If there was ever a family that loved art, history, and beauty, that family would be the Higgenbothams. So, when Dawn and Jay Higgenbotham’s children left the nest, the couple knew it was their time to find a house that would suit them. Long admirers of Forest Park, they chose a historic Tudor-style residence, but it was in need of serious renovation. And so the great undertaking began–how to maintain the historical integrity of the home while making it as functional as possible. Dawn, co-owner of H & H Interiors, knew exactly what her new home needed and set to work with business partner and friend, Toby Hand, to create a beautiful, yet livable home. But elegance doesn’t always look beautiful when it is being created and nothing was more evident of that than the restoration process.
Although buying a home built in 1928 certainly has its benefits—the architecture represented in the Moroccan-style twin arches is not the kind of craftsmanship often seen in today’s homes—bringing a historical structure up to date can be a trial. Some aspects of the Higgenbotham’s house, such as the kitchen, had been renovated by previous owners, but had been modernized in such a way that the couple felt the historical integrity of the house had been compromised. Even though they knew the renovation would take time, total restoration was a must.
Other aspects, such as the old knob and tube wiring (an early and dangerous method of electrical wiring), and the coal burner in the wall also needed updating for both safety and aesthetics. What the couple did not want to do was disturb the original footprint of the 2, 663 square foot home, but instead enhance what already existed.
The first step was establishing proper lighting throughout the home.

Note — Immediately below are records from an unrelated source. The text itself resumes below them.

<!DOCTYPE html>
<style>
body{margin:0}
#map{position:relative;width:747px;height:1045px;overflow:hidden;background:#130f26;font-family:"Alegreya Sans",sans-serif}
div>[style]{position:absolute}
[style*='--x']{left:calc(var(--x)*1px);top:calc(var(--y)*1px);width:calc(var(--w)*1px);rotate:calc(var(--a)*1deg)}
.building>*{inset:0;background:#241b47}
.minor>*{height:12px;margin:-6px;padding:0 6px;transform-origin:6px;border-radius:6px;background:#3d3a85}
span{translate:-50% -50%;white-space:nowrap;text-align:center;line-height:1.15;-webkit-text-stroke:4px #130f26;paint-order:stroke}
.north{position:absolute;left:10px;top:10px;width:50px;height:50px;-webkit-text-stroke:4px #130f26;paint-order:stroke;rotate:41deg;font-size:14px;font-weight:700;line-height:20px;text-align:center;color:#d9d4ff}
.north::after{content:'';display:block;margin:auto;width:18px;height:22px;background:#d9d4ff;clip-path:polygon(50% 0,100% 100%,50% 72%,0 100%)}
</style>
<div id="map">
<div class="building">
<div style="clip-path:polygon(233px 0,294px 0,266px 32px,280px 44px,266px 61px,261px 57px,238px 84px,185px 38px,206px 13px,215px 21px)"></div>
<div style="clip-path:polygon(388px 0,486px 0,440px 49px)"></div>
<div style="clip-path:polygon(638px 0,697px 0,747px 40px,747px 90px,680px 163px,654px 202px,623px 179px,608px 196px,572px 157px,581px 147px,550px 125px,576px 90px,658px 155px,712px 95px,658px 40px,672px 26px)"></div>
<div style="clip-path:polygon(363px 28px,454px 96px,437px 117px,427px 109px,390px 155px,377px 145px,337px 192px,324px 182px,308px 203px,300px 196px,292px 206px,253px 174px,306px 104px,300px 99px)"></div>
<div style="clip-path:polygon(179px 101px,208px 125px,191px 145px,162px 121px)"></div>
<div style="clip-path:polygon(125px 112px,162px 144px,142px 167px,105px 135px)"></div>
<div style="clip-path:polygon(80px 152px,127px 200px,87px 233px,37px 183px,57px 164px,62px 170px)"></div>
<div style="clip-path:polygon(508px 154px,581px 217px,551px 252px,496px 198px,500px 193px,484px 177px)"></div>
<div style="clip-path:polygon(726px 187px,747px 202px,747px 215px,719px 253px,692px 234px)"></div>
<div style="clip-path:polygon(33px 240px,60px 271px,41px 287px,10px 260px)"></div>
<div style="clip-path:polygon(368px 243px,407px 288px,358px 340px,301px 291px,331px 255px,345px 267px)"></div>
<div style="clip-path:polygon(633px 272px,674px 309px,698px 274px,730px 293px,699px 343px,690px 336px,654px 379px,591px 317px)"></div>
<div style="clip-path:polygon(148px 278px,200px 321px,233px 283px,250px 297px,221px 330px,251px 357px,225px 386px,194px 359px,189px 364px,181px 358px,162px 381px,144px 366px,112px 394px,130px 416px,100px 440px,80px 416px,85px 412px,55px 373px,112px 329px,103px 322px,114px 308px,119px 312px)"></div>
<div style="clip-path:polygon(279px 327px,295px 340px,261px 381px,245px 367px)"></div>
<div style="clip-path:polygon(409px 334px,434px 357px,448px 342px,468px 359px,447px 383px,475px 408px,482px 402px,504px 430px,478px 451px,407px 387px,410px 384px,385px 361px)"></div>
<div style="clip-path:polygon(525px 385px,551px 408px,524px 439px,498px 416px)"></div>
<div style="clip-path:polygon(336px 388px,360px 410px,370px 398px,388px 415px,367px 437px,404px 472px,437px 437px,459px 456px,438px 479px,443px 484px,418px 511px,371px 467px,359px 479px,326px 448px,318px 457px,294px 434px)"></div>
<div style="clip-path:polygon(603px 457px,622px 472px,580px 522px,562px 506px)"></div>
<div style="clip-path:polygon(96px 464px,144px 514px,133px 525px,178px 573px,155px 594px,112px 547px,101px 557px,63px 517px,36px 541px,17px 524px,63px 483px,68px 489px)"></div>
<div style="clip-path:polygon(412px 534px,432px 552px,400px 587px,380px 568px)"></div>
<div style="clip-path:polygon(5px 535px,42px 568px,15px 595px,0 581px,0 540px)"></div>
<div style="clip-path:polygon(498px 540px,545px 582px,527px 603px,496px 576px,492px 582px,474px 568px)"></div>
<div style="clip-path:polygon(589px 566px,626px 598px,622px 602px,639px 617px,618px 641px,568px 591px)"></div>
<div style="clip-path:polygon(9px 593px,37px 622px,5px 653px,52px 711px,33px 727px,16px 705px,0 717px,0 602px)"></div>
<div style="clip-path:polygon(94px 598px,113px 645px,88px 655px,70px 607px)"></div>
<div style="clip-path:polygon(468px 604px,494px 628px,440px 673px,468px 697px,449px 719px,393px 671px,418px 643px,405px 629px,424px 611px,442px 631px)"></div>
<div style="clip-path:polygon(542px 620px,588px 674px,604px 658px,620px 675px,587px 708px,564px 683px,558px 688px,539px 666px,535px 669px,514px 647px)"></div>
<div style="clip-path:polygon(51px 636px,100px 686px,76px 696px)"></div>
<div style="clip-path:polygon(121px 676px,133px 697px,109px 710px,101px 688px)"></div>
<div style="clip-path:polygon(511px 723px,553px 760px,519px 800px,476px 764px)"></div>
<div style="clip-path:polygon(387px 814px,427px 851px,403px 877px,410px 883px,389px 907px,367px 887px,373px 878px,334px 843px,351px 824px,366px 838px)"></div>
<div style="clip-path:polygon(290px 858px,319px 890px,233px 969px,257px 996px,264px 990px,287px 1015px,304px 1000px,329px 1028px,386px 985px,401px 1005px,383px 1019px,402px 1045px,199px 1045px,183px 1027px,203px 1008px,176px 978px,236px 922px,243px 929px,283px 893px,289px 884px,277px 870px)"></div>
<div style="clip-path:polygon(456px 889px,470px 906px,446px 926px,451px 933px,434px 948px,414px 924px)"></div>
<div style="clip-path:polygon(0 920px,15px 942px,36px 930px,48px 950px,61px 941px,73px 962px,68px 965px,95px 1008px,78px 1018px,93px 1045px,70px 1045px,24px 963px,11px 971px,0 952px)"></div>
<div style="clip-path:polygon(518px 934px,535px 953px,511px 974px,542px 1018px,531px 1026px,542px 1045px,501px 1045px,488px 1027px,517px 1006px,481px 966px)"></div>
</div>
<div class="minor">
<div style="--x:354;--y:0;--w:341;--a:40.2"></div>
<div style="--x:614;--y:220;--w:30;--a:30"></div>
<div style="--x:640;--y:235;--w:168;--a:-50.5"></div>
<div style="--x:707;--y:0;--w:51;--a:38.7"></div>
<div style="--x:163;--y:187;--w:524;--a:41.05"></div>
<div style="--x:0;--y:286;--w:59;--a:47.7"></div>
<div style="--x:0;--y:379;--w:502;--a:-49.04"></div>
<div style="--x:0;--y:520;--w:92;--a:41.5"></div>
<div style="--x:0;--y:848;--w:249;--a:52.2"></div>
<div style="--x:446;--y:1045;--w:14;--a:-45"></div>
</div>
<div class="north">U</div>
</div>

Today, one of the predominantly elegant features of the home are the chandeliers which grace almost all the rooms, but it took some time before the residence was ready for these light fixtures. “There was no real lighting, ” says Dawn. “We had to dig in and find spaces.” Ancient plaster had to be broken through and modern wiring fished through the old walls. Wiring installed, Dawn brought in her chandeliers, almost all of which she found at Tricia’s Treasures. The next step: make the rest of the home just as fantastic.
So, Dawn and Tobie turned their attentions to the eyesore of the living room: the coal burner. In the 1920s most homes ran off of heat from coal but it was clear that the coal burner in the Higgenbotham home had been built purely for heating purposes as it resembled a hole in the wall more than a heartwarming fireplace. Tearing down a wall to create a new fireplace would have been costly and time consuming, not to mention the destruction of a historic part of the home. Dawn and Tobie chose to keep the shape of the coal burner, which echoes the twin arches in the living room, but installed a new marble hearth and mantle to create a traditional fireside. Dawn says that although the year long renovations often left her feeling discouraged, watching the transformation of the coal burner lifted her spirits. “There were many times I just wanted to crawl into a corner, ” she says with a laugh, “but once I saw the fireplace going in I knew I was going to survive!”
Next on the agenda: the kitchen. The modern spin taken by previous owners was not in keeping with the rest of the home, so Dawn and Tobie returned the kitchen to a more traditional look. They ran beaded board onto the ceiling, extended the cabinets for extra storage and added marble subway tiles from Kenny and Co. for the backsplash. Dawn added a chic Parisian lantern from Charlotte Woodson Antiques to preside over the kitchen.
Initially, Dawn and Tobie thought they would replace the dark granite countertops
because they seemed too modern for their vision. Instead, they chose a light marble
backsplash that would pull from the color of the countertops to brighten the look.
custom cabinetry: CHRIS RYAN of VILLAGE WOODWORKS
dishes: VIETRI from TABLE MATTERS 205.879.0125 • table-matters.com
The adjacent breakfast nook was previously a simple alcove. “When renovating a small home, you have to create space, ” Dawn says. Now, custom benches upholstered with stain-resistant fabric fill the space. Art from Birmingham artist Dirk Walker adorns the wall and finally, a chandelier found at Tricia’s Treasures graces the area, adding a touch of panache to the practicality of the space.
While this house is beautiful, Dawn and Tobie remained faithful to the idea that performance and beauty must coexist. As Dawn says, “A house has to be functional; it has to work for you. If the house isn’t working, then it isn’t good design.”